Location: Foreign Animal Disease ResearchTitle: Bioinformatics and molecular analysis of the evolutionary relationship between bovine rhinitis A viruses and foot-and-mouth disease virus
|Rai, Devendra - University Of Connecticut|
|Piccone, Maria - University Of Connecticut|
|Knowles, Nick - Institute Of Animal Health - United Kingdom|
|Rieder, Aida - Elizabeth|
Submitted to: Bioinformatics and Biology Insights
Publication Type: Peer Reviewed Journal
Publication Acceptance Date: 12/10/2015
Publication Date: 4/9/2016
Citation: Rai, D., Lawrence, P.J., Pauszek, S.J., Piccone, M.E., Knowles, N., Rieder, A.E. 2016. Bioinformatics and molecular analysis of the evolutionary relationship between bovine rhinitis A viruses and foot-and-mouth disease virus. Bioinformatics and Biology Insights. 9:43-58. doi: 10.4137/BBI.S37223.

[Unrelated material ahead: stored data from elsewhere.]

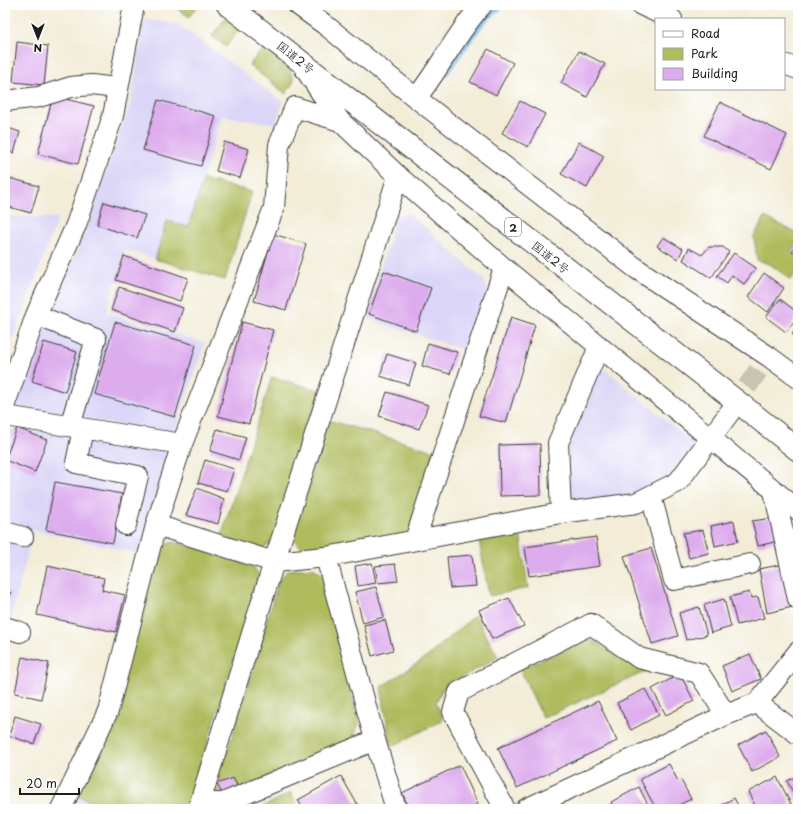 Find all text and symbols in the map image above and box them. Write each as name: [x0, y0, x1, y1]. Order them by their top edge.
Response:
north arrow: [18, 18, 58, 58]
legend: [655, 18, 785, 90]
text: Road: [691, 24, 720, 42]
street label: 国道2号: [273, 36, 319, 78]
text: N: [33, 40, 42, 57]
text: Park: [691, 44, 718, 62]
text: Building: [691, 64, 738, 82]
road number: 2: [505, 218, 521, 236]
street label: 国道2号: [528, 236, 574, 278]
scale bar: [20, 770, 79, 796]
text: 20 m: [26, 774, 57, 792]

Interpretive Summary: Bovine rhinitis virus type 1 (BRV1) is a pathogen associated with common cold in bovines. Like many other respiratory viruses, BRV1 targets the upper respiratory tract and grows well at 33 degrees Celsius. In 2010, we were the first to genetically and biologically describe bovine rhinitis viruses (BRV). Of significance, our discovery has led to the re-classification of bovine rhinitis viruses as new members of the aphthovirus genus, a group of viruses, which includes Foot-and-Mouth Disease Virus (FMDV). In the current study, we have extended our analysis to include a field isolate of BRV of type 1, including determining a nearly full-length genetic sequence of the virus. This information allowed us to compare with other members of the same family of viruses. Importantly, we concluded that the likelihood of detecting recombination events between FMDV and BRV are highly remote. Based on these results, we propose that BRV1 strain RS3X be classified as a bovine rhinitis A virus in the aphthovirus genus along with FMDV, bovine rhinitis B and equine rhinitis viruses. These findings are important to development of diagnostic and vaccines to FMDV.

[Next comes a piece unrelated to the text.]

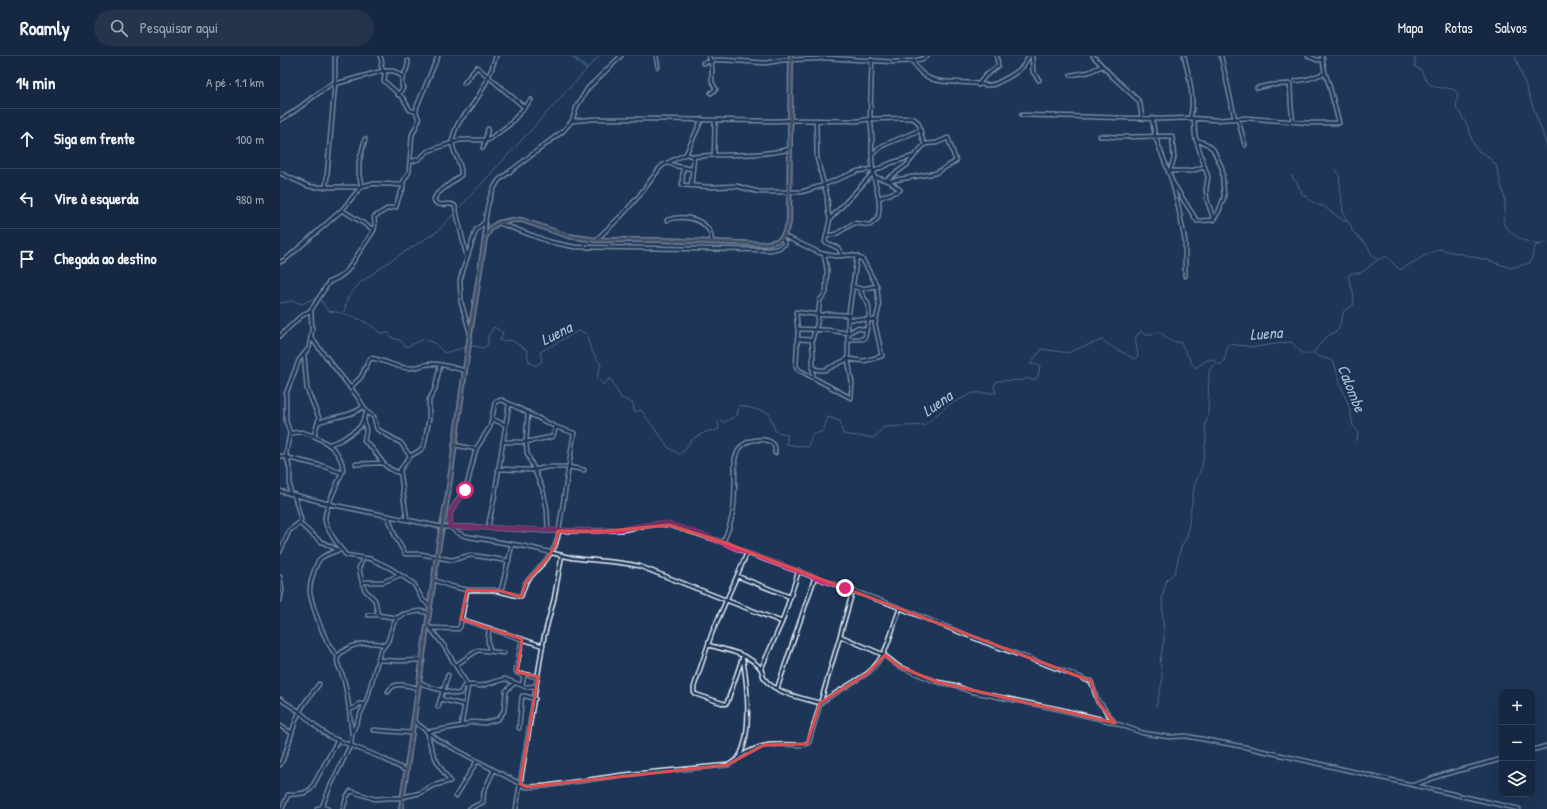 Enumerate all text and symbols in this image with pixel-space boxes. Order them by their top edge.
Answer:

Technical Abstract: Bovine rhinitis viruses (BRV) cause mild respiratory disease of cattle. In this study, a near full length genome sequence of a virus named RS3X, formerly classified as bovine rhinovirus type 1, isolated from infected cattle from the United Kingdom in the 1960s, was obtained and analyzed. Phylogenetic analysis revealed that RS3X was a member of the species Bovine rhinitis A virus (BRAV). Using different codon-based and branch-site selection models for aphthoviruses including BRAV RS3X, we observed no clear evidence for genomic regions undergoing positive selection, however, within each of the BRV species multiple sites under positive selection were detected. The results also suggest that the probability, determined by RDP, for recombination events between BRVs and other aphthoviruses were not significant. In contrast, within BRVs the probability of recombination increases. The data reported here provides genetic information to assist on the identification of diagnostic signatures and research tools for BRAV.